Requirement: When you print the records, keep every line identical to the original.

Given data:
----------
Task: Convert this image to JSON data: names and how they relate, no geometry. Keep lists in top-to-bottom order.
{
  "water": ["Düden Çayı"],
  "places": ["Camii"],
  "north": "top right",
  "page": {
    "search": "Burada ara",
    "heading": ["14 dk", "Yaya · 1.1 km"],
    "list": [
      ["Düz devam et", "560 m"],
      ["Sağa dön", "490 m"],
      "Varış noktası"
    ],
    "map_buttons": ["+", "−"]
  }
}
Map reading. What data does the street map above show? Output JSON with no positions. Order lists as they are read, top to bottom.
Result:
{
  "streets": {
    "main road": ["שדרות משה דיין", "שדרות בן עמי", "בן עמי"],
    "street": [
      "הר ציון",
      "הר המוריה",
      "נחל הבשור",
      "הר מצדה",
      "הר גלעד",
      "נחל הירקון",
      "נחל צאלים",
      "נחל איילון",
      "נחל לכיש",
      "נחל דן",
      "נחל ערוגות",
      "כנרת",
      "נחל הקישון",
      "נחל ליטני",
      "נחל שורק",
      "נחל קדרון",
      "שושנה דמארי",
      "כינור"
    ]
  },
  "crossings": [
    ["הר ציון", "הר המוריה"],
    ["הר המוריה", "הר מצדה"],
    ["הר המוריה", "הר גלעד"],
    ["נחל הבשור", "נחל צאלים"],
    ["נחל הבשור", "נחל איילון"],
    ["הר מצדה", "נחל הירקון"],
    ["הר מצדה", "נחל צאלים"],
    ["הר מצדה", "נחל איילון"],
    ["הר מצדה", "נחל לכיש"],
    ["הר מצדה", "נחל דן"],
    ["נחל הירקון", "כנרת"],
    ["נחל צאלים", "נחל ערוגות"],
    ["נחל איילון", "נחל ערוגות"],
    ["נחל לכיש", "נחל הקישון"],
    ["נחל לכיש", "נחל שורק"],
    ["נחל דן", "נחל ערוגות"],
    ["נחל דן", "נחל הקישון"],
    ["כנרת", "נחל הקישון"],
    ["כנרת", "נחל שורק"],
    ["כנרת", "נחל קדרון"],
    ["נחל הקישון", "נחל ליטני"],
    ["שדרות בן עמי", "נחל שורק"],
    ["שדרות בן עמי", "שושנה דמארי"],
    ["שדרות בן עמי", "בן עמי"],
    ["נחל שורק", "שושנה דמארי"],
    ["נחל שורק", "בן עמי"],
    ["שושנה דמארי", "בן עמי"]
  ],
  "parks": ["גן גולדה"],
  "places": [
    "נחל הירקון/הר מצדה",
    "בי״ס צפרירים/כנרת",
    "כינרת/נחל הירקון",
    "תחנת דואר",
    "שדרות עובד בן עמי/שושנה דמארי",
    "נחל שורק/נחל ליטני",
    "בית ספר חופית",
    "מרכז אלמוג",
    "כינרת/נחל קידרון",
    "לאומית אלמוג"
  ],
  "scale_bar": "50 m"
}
----------
Written answer:
Task: Convert this image to JSON data: names and how they relate, no geometry. Keep lists in top-to-bottom order.
{
  "water": ["Düden Çayı"],
  "places": ["Camii"],
  "north": "top right",
  "page": {
    "search": "Burada ara",
    "heading": ["14 dk", "Yaya · 1.1 km"],
    "list": [
      ["Düz devam et", "560 m"],
      ["Sağa dön", "490 m"],
      "Varış noktası"
    ],
    "map_buttons": ["+", "−"]
  }
}
Map reading. What data does the street map above show? Output JSON with no positions. Order lists as they are read, top to bottom.
Result:
{
  "streets": {
    "main road": ["שדרות משה דיין", "שדרות בן עמי", "בן עמי"],
    "street": [
      "הר ציון",
      "הר המוריה",
      "נחל הבשור",
      "הר מצדה",
      "הר גלעד",
      "נחל הירקון",
      "נחל צאלים",
      "נחל איילון",
      "נחל לכיש",
      "נחל דן",
      "נחל ערוגות",
      "כנרת",
      "נחל הקישון",
      "נחל ליטני",
      "נחל שורק",
      "נחל קדרון",
      "שושנה דמארי",
      "כינור"
    ]
  },
  "crossings": [
    ["הר ציון", "הר המוריה"],
    ["הר המוריה", "הר מצדה"],
    ["הר המוריה", "הר גלעד"],
    ["נחל הבשור", "נחל צאלים"],
    ["נחל הבשור", "נחל איילון"],
    ["הר מצדה", "נחל הירקון"],
    ["הר מצדה", "נחל צאלים"],
    ["הר מצדה", "נחל איילון"],
    ["הר מצדה", "נחל לכיש"],
    ["הר מצדה", "נחל דן"],
    ["נחל הירקון", "כנרת"],
    ["נחל צאלים", "נחל ערוגות"],
    ["נחל איילון", "נחל ערוגות"],
    ["נחל לכיש", "נחל הקישון"],
    ["נחל לכיש", "נחל שורק"],
    ["נחל דן", "נחל ערוגות"],
    ["נחל דן", "נחל הקישון"],
    ["כנרת", "נחל הקישון"],
    ["כנרת", "נחל שורק"],
    ["כנרת", "נחל קדרון"],
    ["נחל הקישון", "נחל ליטני"],
    ["שדרות בן עמי", "נחל שורק"],
    ["שדרות בן עמי", "שושנה דמארי"],
    ["שדרות בן עמי", "בן עמי"],
    ["נחל שורק", "שושנה דמארי"],
    ["נחל שורק", "בן עמי"],
    ["שושנה דמארי", "בן עמי"]
  ],
  "parks": ["גן גולדה"],
  "places": [
    "נחל הירקון/הר מצדה",
    "בי״ס צפרירים/כנרת",
    "כינרת/נחל הירקון",
    "תחנת דואר",
    "שדרות עובד בן עמי/שושנה דמארי",
    "נחל שורק/נחל ליטני",
    "בית ספר חופית",
    "מרכז אלמוג",
    "כינרת/נחל קידרון",
    "לאומית אלמוג"
  ],
  "scale_bar": "50 m"
}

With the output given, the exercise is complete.